He dragged the table across the room.

He took Luca by the shoulders. "What about the book?" Luca said.

"Do you trust me to tell you where it is?"

Luca nodded. Then, like a prop, like a possession, he let himself be guided into the arms of his ex-lover.

"I'll tell you soon," Marco whispered. "But first..."

The artist leaned Luca back against the table. "Put your weight here for me." He positioned one hand back; he pulled the other forward and laid it across his tight muscled stomach, tilted down. He spread the fingers just so, like arrows pointing down to his cock. Luca could feel himself harden at Marco's touch, at the tenderness with which he sculpted him into the composition he desired.

Luca almost felt as if he needed to apologize for the involuntary reaction. Marco spoke as though he could read his thoughts, "It's okay. I'm going to call this one, Eternal Muse. If I don't see you for another five years—if I'm unlucky enough to never see you again—this is exactly how I want to remember you. Zefferino was a muse, too, you know. His short black hair, his youthful body. He kept the fire burning in Videlle."

"Do I keep the fire burning in you?"

Marco touched his index finger to Luca's chin and guided his head up and to the left, just a little. Then, he placed a single gentle kiss on Luca's lips and said, "Sometimes the embers are hotter than the fire itself. Now don't move."

The artist stood back and looked. The sun shined from a skylight onto the back of Luca's shimmering brown hair, forming a glow behind his beautiful face and body. He looked angelic, Marco thought. He looked like a work of art, even before the paint had touched the canvas.

"Perfect," Marco smiled.

The light was gone, the painting sat propped upon the easel, its glistening thick brushstrokes drying in the lamplight of the loft. A complete work. A product of passion. The most perfect painting Marco had ever created.

"My Eternal Muse," Marco whispered again, although his lips had trouble forming the words as they pressed hard against Luca's, their tongues pushing into each others' mouths.
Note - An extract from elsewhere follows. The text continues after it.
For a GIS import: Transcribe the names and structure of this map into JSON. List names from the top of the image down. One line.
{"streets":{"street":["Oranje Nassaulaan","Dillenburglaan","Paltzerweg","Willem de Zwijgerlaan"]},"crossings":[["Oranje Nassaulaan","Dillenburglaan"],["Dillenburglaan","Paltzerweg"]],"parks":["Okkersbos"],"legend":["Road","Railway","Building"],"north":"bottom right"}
With his hands, his forearms, his chest splattered with reds, browns, yellows and blacks, Marco pushed Luca flat onto the table, accidentally kicking the empty bottle of vodka across the floor, which hit the leg of a chair and smashed. Neither of them cared.
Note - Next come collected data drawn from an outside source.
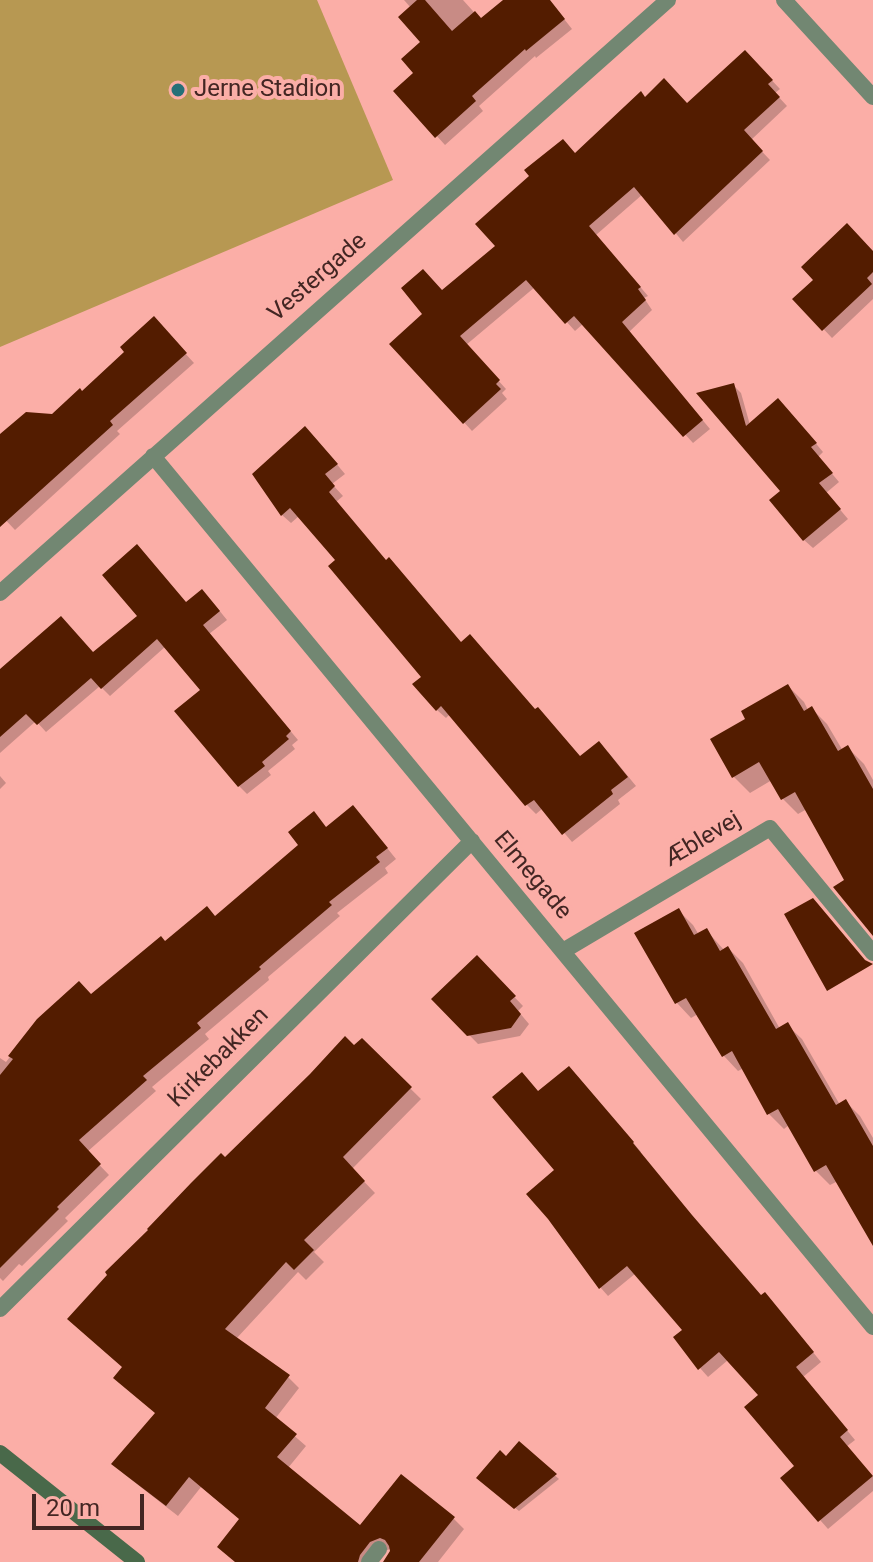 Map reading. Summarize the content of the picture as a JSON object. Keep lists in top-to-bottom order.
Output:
{
  "streets": {
    "street": [
      "Vestergade",
      "Æblevej",
      "Elmegade",
      "Kirkebakken"
    ]
  },
  "crossings": [
    ["Vestergade", "Elmegade"],
    ["Æblevej", "Elmegade"],
    ["Elmegade", "Kirkebakken"]
  ],
  "places": ["Jerne Stadion"],
  "scale_bar": "20 m"
} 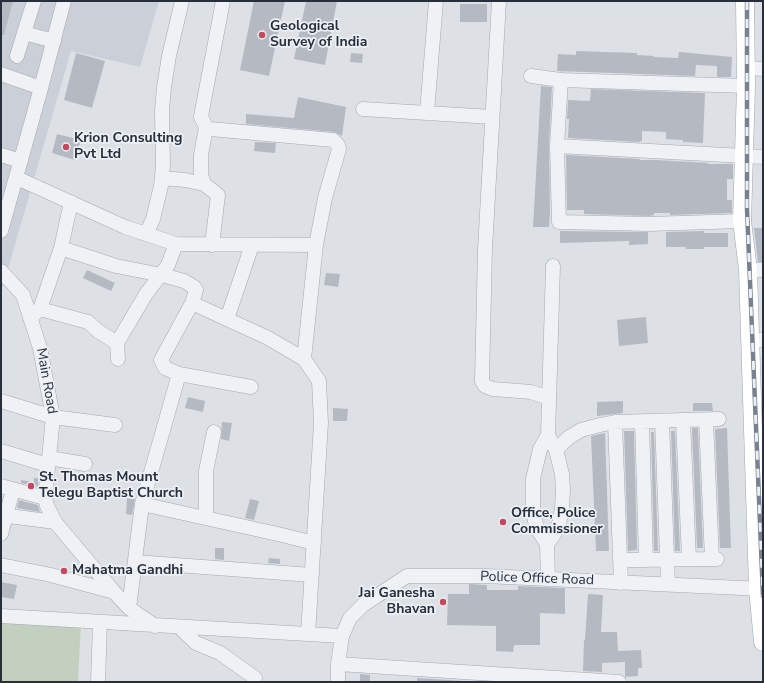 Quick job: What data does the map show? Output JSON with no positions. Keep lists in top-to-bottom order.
{
  "streets": {
    "street": ["Main Road", "Police Office Road"]
  },
  "places": [
    "Geological Survey of India",
    "Krion Consulting Pvt Ltd",
    "St. Thomas Mount Telegu Baptist Church",
    "Office, Police Commissioner",
    "Mahatma Gandhi",
    "Jai Ganesha Bhavan"
  ]
}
The paint from Marco smeared across the mounds and valleys of Luca's hard young body. While the artist took Luca's jaw in one hand and his hard heavy cock in the other, Luca himself struggled to get the zip of Marco's pants down. When he did, Marco's penis pounced, pressing into Luca's balls with a hot hard hungry greeting.

Luca groaned. Marco responded by shoving his own thumb and index finger into the young man's mouth. Luca sucked on them ravenously. Marco pushed the bulbous head of his cock harder into Luca's balls, pushing against his sack, and for a second, Luca thought he was going to burst. This early in the piece he had no choice but to shove Marco off him. He pushed too hard. Marco slipped and rolled off the table, landing on the floor hard and laughing hysterically as he did.
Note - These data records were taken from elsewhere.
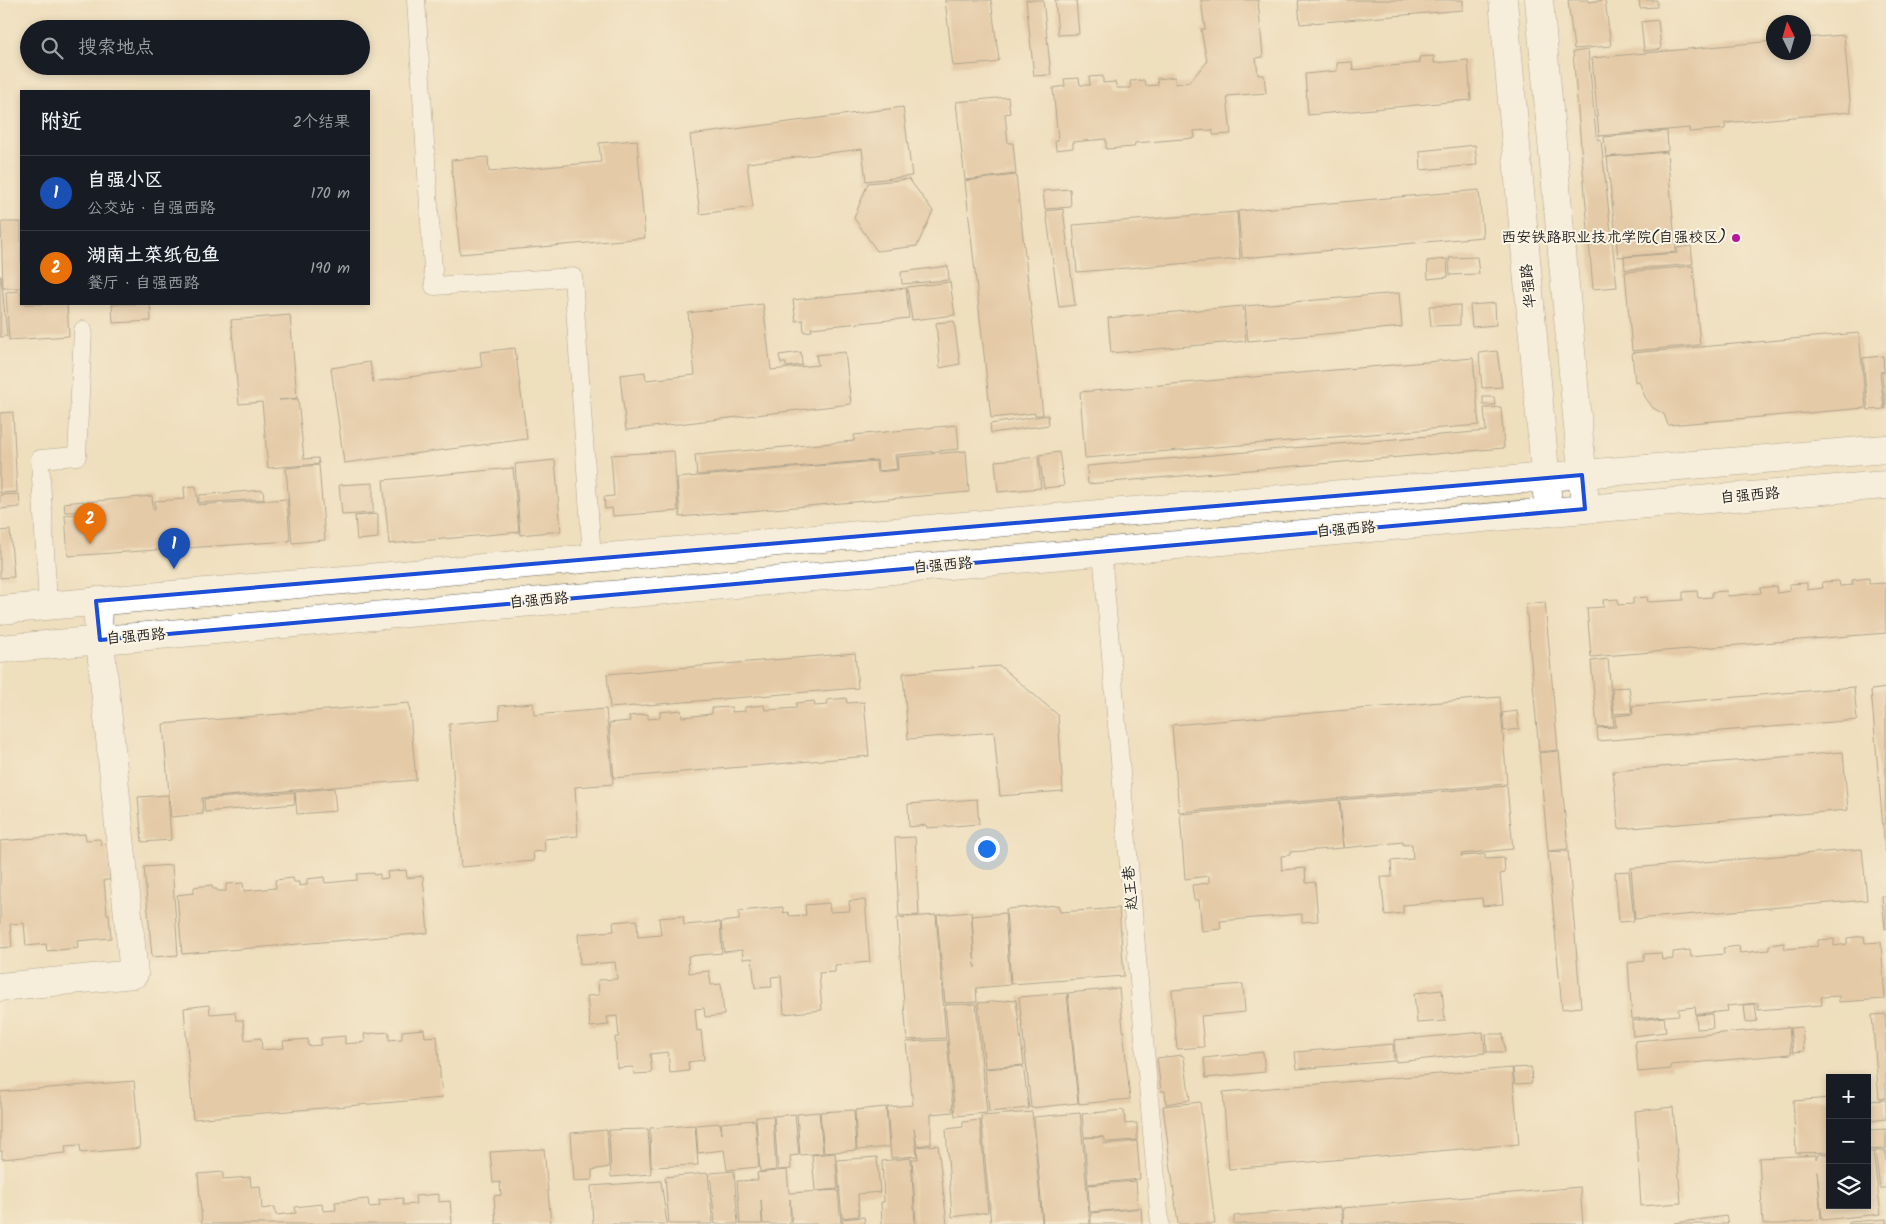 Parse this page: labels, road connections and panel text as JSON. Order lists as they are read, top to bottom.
{
  "streets": {
    "main road": ["华强路", "自强西路"],
    "lane": ["赵王巷"]
  },
  "crossings": [
    ["华强路", "自强西路"],
    ["自强西路", "赵王巷"]
  ],
  "places": ["西安铁路职业技术学院(自强校区)"],
  "north": "top",
  "page": {
    "search": "搜索地点",
    "heading": ["附近", "2个结果"],
    "list": [
      {
        "mark": "1",
        "name": "自强小区",
        "note": "公交站 · 自强西路",
        "value": "170 m"
      },
      {
        "mark": "2",
        "name": "湖南土菜纸包鱼",
        "note": "餐厅 · 自强西路",
        "value": "190 m"
      }
    ],
    "pins": ["2", "1"],
    "map_buttons": ["+", "−"]
  }
}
Luca quickly leaned over the edge of the table and looked down, concerned. "Are you all right?"

Marco responded by grabbing the young man by the back of the head and pulling him down onto the floor as well.

Luca landed on top of Marco awkwardly, winding him, forcing more laughter out of him. "It's been a while," the artist managed eventually, gasping and wheezing and panting as the air returned to his lungs. He scrambled to his feet and clambered over to a set of drawers in the kitchen. From the last drawer, he pulled out a packet of condoms and a bottle of lube.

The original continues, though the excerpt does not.